About this task:
Select all lines holding the word "sports" from the entries that follow.

=== Begin Enclosure ===

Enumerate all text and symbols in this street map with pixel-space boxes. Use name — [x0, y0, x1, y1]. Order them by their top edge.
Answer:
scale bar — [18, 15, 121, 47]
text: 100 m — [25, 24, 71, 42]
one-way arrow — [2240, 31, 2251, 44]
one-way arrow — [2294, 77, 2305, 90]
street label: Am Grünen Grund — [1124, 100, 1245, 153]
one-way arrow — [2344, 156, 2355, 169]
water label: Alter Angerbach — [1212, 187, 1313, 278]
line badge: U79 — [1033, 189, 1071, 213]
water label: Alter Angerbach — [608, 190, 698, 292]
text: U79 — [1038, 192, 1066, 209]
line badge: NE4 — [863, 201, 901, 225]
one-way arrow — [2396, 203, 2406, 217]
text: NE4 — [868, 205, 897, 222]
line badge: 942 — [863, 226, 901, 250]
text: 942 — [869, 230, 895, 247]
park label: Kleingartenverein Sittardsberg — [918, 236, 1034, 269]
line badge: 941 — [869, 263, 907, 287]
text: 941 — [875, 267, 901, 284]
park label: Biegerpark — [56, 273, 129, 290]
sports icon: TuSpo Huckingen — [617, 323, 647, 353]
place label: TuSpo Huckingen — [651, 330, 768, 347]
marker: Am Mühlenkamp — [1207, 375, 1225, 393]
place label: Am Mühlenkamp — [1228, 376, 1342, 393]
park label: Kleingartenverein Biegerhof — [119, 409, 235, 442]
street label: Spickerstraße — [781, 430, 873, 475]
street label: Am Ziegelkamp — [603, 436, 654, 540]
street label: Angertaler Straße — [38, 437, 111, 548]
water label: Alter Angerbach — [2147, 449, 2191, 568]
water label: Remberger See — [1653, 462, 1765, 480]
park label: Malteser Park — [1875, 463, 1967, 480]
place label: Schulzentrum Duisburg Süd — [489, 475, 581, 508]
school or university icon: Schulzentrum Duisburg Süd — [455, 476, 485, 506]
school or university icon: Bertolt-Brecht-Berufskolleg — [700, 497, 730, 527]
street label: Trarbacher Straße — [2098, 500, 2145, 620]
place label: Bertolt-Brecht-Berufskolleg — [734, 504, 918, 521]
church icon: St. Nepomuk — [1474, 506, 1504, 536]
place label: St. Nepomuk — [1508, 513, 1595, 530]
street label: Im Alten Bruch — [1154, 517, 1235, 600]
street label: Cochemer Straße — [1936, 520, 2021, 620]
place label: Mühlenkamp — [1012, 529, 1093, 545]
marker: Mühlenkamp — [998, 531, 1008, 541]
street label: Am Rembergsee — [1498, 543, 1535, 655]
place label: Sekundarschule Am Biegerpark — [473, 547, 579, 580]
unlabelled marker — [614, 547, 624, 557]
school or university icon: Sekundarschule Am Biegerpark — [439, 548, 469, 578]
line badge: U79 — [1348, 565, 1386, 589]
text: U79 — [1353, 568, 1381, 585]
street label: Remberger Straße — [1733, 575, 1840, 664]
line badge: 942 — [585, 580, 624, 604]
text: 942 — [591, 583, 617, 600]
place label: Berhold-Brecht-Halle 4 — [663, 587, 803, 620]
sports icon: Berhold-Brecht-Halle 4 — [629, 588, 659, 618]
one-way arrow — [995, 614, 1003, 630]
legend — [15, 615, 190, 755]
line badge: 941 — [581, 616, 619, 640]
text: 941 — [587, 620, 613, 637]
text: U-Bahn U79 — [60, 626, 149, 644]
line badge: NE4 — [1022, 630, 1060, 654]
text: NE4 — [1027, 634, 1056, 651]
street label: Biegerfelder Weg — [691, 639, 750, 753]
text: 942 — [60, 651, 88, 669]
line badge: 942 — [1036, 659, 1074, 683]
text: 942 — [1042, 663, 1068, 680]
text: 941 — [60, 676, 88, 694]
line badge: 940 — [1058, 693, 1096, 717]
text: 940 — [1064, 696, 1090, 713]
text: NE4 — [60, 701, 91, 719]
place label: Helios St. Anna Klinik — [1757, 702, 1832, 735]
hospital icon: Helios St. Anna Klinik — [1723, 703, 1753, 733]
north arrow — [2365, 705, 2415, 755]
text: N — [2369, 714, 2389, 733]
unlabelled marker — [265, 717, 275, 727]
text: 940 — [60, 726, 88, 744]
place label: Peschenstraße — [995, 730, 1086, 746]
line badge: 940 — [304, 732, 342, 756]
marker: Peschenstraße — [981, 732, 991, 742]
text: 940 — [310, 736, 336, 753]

=== End Enclosure ===

Result for this task:
sports icon: TuSpo Huckingen — [617, 323, 647, 353]
sports icon: Berhold-Brecht-Halle 4 — [629, 588, 659, 618]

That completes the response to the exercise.